Goals

To get an introduction to using RStudio to make plots of your data and do a basic non-parametric test.

Logistics

You won’t actually hand anything in for this lab.

Exercise 0

On Mantis, go back into your teaching-alife git repository and type git pull to get the changes that I’ve added. If it says that you can’t because of changes you’ve made to files, go through for each file that it says has conflicts and type:

git checkout -f filename

This will overwrite changes that you made to these files, so if you want to keep them, you should rename them first:

mv fileToChange newName

Use the git pull command again to make sure you have the things I’ve added. Don’t proceed until you get the message Already up to date.

Exercise 1

First you’ll need some data to analyze. I updated the native.cpp so that it actually uses the configuration settings and so you’ll get somewhat more interesting results.

a. Run make since I’ve changed native.cpp

b. Make sure you have a folder Example and if not, type mkdir Example

c. Run python stats_scripts/simple_repeat.py to get some data

Exercise 2

You can turn that data into something useful in R right away, but in the interest of using Python to do more, I have a Python script called munge_data.py that takes each of the individual files and puts it into one file to load into R, reducing the amount of things you need to do in R.

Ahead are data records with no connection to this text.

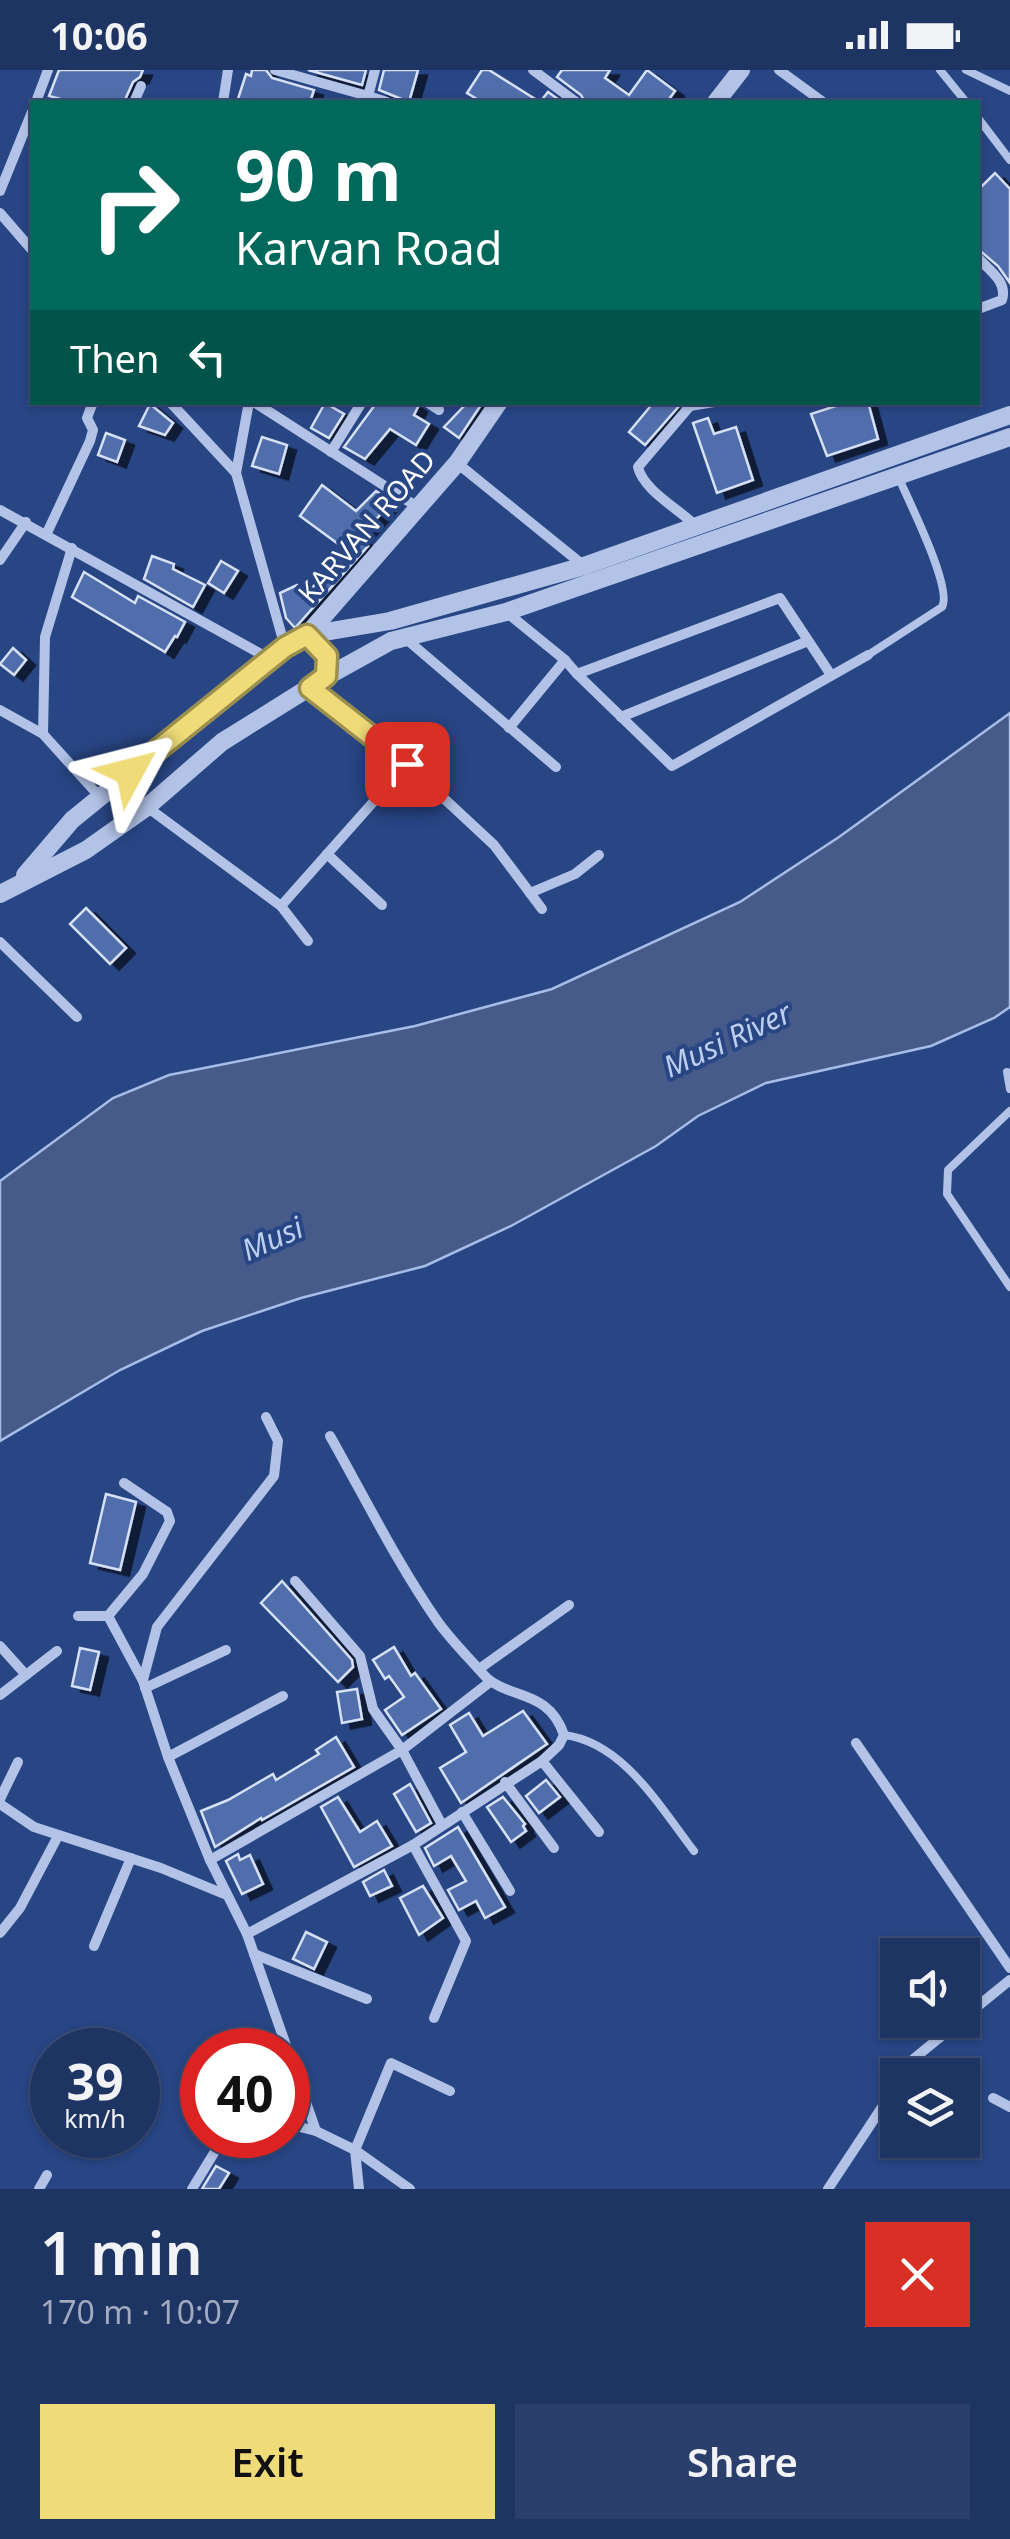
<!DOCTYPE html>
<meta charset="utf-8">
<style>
:root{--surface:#1e3463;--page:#2b3f6c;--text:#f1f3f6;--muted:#a1aabe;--line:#3c4f78;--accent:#efdc79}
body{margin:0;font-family:"Noto Sans",sans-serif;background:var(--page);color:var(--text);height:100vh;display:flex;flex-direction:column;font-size:38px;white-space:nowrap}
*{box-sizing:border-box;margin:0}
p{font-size:32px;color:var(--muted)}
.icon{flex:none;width:55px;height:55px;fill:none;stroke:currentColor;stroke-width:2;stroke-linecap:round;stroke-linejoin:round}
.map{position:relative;height:2119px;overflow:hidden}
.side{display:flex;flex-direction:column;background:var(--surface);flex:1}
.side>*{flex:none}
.hud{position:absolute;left:30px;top:30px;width:950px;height:305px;border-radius:0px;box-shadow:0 2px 8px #0004,0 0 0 2px var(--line);background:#00695c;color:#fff;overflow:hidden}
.tools{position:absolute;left:880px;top:1868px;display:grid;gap:20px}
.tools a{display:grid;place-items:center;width:100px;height:100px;border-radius:0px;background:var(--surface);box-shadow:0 2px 8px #0004,0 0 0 2px var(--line);font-size:50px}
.speed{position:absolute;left:30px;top:1958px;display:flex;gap:20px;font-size:50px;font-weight:700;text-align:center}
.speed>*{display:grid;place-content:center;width:130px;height:130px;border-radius:50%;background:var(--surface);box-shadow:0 2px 8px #0004,0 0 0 2px var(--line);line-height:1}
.speed small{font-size:25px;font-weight:400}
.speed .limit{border:15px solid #d22;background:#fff;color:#111}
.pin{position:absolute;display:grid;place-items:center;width:85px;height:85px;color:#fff;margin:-42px;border-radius:20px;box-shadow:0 5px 15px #0006}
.me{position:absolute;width:110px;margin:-55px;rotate:52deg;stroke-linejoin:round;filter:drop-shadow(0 0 8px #0008)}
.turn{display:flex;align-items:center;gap:35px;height:210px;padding:0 40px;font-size:45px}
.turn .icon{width:130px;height:130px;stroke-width:2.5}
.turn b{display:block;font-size:70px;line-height:85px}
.then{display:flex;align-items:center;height:95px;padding:0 40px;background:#0003;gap:20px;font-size:38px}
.round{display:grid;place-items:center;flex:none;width:105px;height:105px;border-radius:0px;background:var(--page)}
.overview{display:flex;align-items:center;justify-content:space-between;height:170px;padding:0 40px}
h1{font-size:60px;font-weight:600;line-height:75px}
.button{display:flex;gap:20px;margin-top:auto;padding:20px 40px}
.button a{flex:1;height:115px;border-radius:0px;background:var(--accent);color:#111;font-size:40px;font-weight:600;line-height:115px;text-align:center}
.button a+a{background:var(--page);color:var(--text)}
.status{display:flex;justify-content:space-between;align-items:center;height:70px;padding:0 50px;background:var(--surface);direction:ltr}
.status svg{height:28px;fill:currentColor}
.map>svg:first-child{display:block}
.water{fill:#465b89;stroke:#a7bde8;stroke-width:2.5}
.building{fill:#516eac;stroke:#d6e0f6;stroke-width:2.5;filter:url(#shadow)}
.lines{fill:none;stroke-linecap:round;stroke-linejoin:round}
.service{stroke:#b2c3e7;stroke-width:8}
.minor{stroke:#b2c3e7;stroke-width:10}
.tertiary{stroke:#b2c3e7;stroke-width:18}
.route-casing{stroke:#9b8f4f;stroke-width:25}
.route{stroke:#efdc79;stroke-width:18}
.labels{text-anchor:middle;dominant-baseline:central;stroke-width:8;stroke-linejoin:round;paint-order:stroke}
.street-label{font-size:28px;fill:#fff;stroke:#284584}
.water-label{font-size:30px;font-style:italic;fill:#beceef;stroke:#284584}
</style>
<div class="status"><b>10:06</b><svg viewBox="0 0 49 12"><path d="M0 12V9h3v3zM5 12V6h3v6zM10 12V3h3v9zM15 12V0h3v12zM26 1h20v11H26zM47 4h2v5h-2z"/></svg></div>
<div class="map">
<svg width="1010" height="2119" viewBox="0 0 1010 2119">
<defs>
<filter id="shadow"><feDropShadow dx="9" dy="5.5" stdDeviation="0" flood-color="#0009"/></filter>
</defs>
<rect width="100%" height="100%" fill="#284584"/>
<!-- water -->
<path class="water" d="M1010,643V937L994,948L931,976L766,1013L698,1046L656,1076L511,1156L425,1196L301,1228L202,1261L120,1300L0,1371V1111L113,1028L169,1005L415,956L552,919L740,832L839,767Z"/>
<!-- building -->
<g class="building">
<path d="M59,0H143L140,7L133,12L124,32H72L49,26Z"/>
<path d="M252,0H266L272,8L314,20L310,32H237L246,4L251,6Z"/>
<path d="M308,0H366L362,15Z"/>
<path d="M384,0H418L409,32L379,20Z"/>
<path d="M482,0H489L540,32L548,22L562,32H482L467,23Z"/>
<path d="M562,0H610L605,8L629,25L647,0L675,21L667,32H585L581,25L557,7Z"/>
<path d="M995,103L1010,119V213L998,196L978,179V120Z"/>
<path d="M377,332H411L418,337L414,345L429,354L416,375L390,359L365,389L344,377Z"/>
<path d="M468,332H483L459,368L444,357Z"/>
<path d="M654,332L680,335L645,375L629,362Z"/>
<path d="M848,332H868L878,369L827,386L811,344Z"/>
<path d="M325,333L344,344L329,368L311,358Z"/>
<path d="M150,334L173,353L165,365L139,356Z"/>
<path d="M708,348L714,364L736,357L753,410L717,423L693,353Z"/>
<path d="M106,363L125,370L117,392L98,385Z"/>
<path d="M262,367L287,375L279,404L252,396Z"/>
<path d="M322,415L356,441L376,421L392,431L360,468L368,476L295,558L286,548L280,523L297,515L306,524L343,485L345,479L300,446Z"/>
<path d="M152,486L174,494L173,499L205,515L193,537L144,509Z"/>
<path d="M221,491L238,501L224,523L208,513Z"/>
<path d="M84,502L135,533L138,526L185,552L177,567L175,566L165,582L72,527Z"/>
<path d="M13,578L26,590L14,605L0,594Z"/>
<path d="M86,838L126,878L110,894L70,854Z"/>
<path d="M106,1424L136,1432L120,1500L90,1493Z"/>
<path d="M282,1511L352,1590L353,1597L338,1612L261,1533Z"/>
<path d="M394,1577L411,1606L415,1603L441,1639L402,1665L385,1640L404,1627L389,1606L385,1609L373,1590Z"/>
<path d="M80,1578L99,1582L90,1620L72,1616Z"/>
<path d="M357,1619L362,1649L342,1653L337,1622Z"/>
<path d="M523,1641L547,1674L461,1733L440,1698L466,1682L450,1655L469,1643L483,1666Z"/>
<path d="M336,1667L354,1697L262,1750L261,1748L215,1777L201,1741L228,1730L273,1704L276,1710L319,1684L316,1680Z"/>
<path d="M546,1710L560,1727L539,1743L526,1726Z"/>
<path d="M410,1714L431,1753L416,1762L394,1724Z"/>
<path d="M338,1727L360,1762L377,1751L392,1776L354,1797L321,1737Z"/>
<path d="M503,1727L525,1754L523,1756L526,1761L511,1772L487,1737Z"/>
<path d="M458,1757L505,1837L485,1848L476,1831L459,1840L448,1820L466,1811L451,1786L434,1796L425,1778Z"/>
<path d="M238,1784L240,1790L250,1785L263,1814L242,1824L226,1791Z"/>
<path d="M384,1800L392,1816L370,1826L363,1812Z"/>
<path d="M423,1816L443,1848L419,1865L400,1828Z"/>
<path d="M306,1862L327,1872L314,1899L293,1889Z"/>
<path d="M216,2096L229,2103L219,2119H202Z"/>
</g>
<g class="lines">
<!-- service -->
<g class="service">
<path d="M940,0L966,32"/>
<path d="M966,0L1010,21"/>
<path d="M978,48L1010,90"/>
<path d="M868,585L942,537C953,518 908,430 898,406"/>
<path d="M1007,1002L1010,1019"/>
<path d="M1010,1041L948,1100L947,1124L1010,1217"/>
<path d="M564,1665C623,1672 660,1737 694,1781"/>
</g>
<!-- minor -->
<g class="minor">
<path d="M275,0L368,26"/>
<path d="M375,0L368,26L387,32"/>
<path d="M533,0L576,32"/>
<path d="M779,0L823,32"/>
<path d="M36,32L48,0"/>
<path d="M134,32L141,16"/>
<path d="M223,32L228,0"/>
<path d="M0,121L32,42"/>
<path d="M0,143L32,180"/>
<path d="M978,188C989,200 1008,212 1002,230L978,239"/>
<path d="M170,332L236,403L285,577"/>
<path d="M254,332L419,438"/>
<path d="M427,332L439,340"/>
<path d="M688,333L690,336L714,332"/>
<path d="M690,336L638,397C643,420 679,439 696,456"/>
<path d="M331,382L362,332"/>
<path d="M457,393L583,495"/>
<path d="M236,403L249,332"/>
<path d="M0,440L270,589"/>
<path d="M46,465L90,371L93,360L87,348L93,332"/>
<path d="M72,478L45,567L43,664L99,726"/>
<path d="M0,490L26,452"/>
<path d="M506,542L565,590L509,658"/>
<path d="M405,568L556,697"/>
<path d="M565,590L577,604L780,528L831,605"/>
<path d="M577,604L672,696L868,585"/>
<path d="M0,640L43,664"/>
<path d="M621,647L808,571"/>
<path d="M407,694L494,775L542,839"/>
<path d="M147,737L281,836L407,694L310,618"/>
<path d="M327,784L382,835"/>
<path d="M530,823L575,804L599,785"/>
<path d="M281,836L308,871"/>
<path d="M0,872L77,947"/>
<path d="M124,1413L167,1442L170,1451L143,1504L108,1546L143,1611L168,1687L210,1790L247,1864L316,2061L355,2080L359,2119"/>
<path d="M295,1511L360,1586L373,1639L402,1680L442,1755"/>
<path d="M78,1546H108"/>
<path d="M0,1576L26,1605"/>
<path d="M479,1599L569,1535"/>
<path d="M143,1610L157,1557L274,1406L278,1371L266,1347"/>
<path d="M145,1618L226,1580"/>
<path d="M0,1625L57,1581"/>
<path d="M856,1673L1010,1898"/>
<path d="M168,1687L283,1626"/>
<path d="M542,1691L599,1762"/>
<path d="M505,1712L554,1778"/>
<path d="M0,1729L18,1692"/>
<path d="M0,1734L34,1757L161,1798L224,1824"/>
<path d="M462,1742L510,1821"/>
<path d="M413,1775L466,1871L434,1948"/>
<path d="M210,1790L402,1680L490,1612"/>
<path d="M0,1863L20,1838L58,1766"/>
<path d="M247,1864L413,1775L542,1691L559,1675L564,1665C548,1617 507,1631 483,1604C468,1587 451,1570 438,1552C397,1493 365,1428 330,1366"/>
<path d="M94,1876L131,1788"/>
<path d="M254,1884L367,1929"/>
<path d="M962,1949L1010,1910"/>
<path d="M902,2005L911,1991L961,1950"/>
<path d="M993,2028L1010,2037"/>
<path d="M288,2054L316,2061"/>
<path d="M39,2119L47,2105"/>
<path d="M192,2119L225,2065"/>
<path d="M410,2119L355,2080L391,1993L450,2021"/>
<path d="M828,2119L898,2013"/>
</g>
<!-- tertiary -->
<g class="tertiary">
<path d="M716,32L741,0"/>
<path d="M307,565L390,551L584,496L1010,345"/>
<path d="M307,565L327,586L326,607"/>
<path d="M25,805L72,750L270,589L307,565L457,393L499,332"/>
<path d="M0,824L86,780L147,737L222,672L326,607L391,571L506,542L1010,367"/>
</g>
</g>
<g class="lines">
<defs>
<path id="route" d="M130,702L285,577L307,565L327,586L326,606L310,618L407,694"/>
</defs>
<!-- route casing -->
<use href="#route" class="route-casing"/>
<!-- route -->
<use href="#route" class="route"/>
</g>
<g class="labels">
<!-- street labels -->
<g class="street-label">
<text transform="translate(366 456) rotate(-49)">KARVAN ROAD</text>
</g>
<!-- water labels -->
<g class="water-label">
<text transform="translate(727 969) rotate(-25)">Musi River</text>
<text transform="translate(272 1168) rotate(-24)">Musi</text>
</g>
</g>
</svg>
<div class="tools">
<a><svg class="icon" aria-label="sound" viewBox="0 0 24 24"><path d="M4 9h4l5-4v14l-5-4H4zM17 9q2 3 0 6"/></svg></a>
<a><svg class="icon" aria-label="layers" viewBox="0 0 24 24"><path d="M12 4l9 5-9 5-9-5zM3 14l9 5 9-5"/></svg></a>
</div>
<div class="speed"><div>39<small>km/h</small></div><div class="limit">40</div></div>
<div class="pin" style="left:407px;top:694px;background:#d93025"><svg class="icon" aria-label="arrive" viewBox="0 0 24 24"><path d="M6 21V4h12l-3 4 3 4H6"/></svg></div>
<svg class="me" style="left:130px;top:702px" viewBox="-20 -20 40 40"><path d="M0-17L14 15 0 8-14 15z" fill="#efdc79" stroke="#fff" stroke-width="4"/></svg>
<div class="hud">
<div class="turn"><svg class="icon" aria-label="right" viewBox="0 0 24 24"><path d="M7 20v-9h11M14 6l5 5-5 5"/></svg><div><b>90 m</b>Karvan Road</div></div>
<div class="then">Then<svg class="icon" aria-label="left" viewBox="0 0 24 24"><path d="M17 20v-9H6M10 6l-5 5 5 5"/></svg></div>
</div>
</div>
<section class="side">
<div class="overview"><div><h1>1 min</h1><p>170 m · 10:07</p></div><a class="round" style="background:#d93025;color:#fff"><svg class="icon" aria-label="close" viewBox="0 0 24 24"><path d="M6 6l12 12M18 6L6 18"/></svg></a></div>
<div class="button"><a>Exit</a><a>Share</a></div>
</section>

a. Go into the Example directory on the Console with cd: cd Example

b. Then run the munge script: python ../stats_scripts/munge_data.py. This creates a file munged_basic.dat in this directory, which is good for keeping things organized.

Exercise 3

Mantis doesn’t actually have R installed, so you’ll need to open another browser and navigate to maize.mathcs.carleton.edu and log in with your Carleton username and password.

a. You should now have an RStudio window in front of you. You’ll see that the files sync between Mantis and Maize, which is quite useful. Open the teaching-alife folder and then the stats_scripts folder and then the file BasicStats.R.

b. R is a language that was written by statisticians, not computer programmers, so it works a bit differently. Instead of running the whole file at once, you can run each line by having your cursor on it and typing Cmd + Return.

c. Run the two lines that start with require, we’ll use these packages to make plots that are prettier than the basic ones.

d. In R, assignment is done with <- as you can see for the list of colors. The default R colors are fine, but they aren’t color-blind or printer friendly, so I prefer my homebrew. Run the colors line.

e. Read through the rest of the lines and comments and run them each in order to see what they do. You are welcome to just adapt these commands to suit your needs and ask me if there are types of plots that you want to do that aren’t included here. You can also explore more ggplot options on your own if you’d like.

Exericse 4

The main thing that you’ll need to change first for your project is probably the munge_data.py file. Open it and note how it works and what you’d need to change to get different data from your data files (sorry that it’s a bit messy!). Feel free to copy it over to your project and use it.

As soon as your project is printing out some basic data, try out this work flow to get a plot, even if it isn’t an interesting plot, it’s still useful to see your data!